President Reagan has agreed to export Alaskan crude oil starting next year, and Japan is expected to be a customer, administration officials said yesterday after Reagan's meeting with Japanese Prime Minister Yasuhiro Nakasone in New York.

The amount of crude is a relatively small 6,000 barrels a day and will come from the Cook Inlet area of Alaska.

Reagan needs only a Commerce Department license to export oil from there but must win congressional approval to export from Alaska's North Slope.

A White House spokesman said, "There is no current consideration of exporting North Slope oil." Nonetheless, Reagan's action will make the United States an oil exporter for the first time and earn it an estimated $61 million a year at today's oil prices.

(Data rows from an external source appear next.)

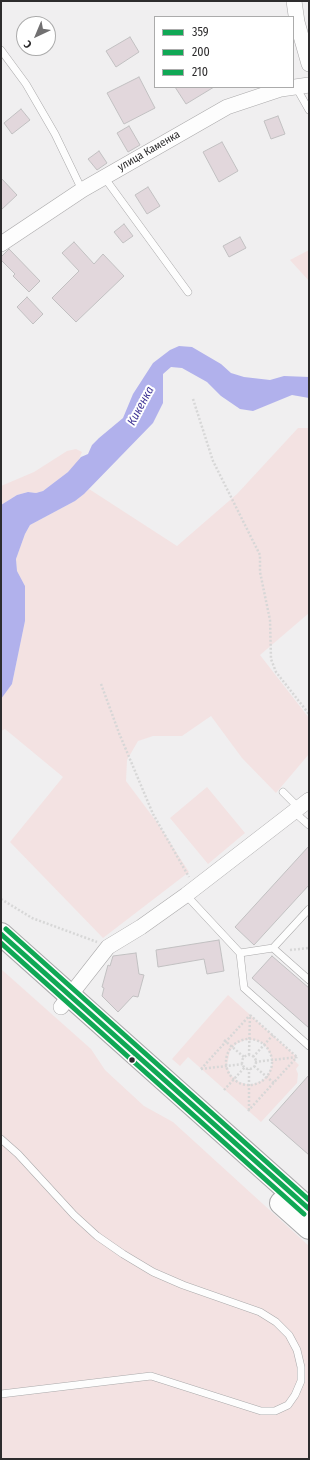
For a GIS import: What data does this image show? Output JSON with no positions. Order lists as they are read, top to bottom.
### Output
{
  "streets": {
    "street": ["улица Каменка"]
  },
  "water": ["Кикенка"],
  "lines": ["transit line 210", "transit line 359", "transit line 200"],
  "legend": ["359", "200", "210"],
  "north": "bottom left"
}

News of the president's decision came from Alaska Gov. William Sheffield (D) after he met with Nakasone in Anchorage, who stopped there briefly en route to Japan from the U.N. meetings in New York.

Administration officials here stressed that Japan is not the only country that could purchase Cook Inlet oil and said the action by Reagan should not be read as a significant move in the context of U.S.-Japanese trade relations. However, an administration official said, "If this leads to some betterment of the trade situation, that's fine with us."

Alaskans, including Republican Sens. Frank H. Murkowski and Ted Stevens, have been pushing to free Alaskan oil -- including that from the North Slope -- for export. Sheffield told United Press International that if Congress were to approve the sale of North Slope oil to Japan, it could bring up to $2 billion a year to the United States and make a dent in the trade deficit with the Japanese, estimated at $50 billion this year.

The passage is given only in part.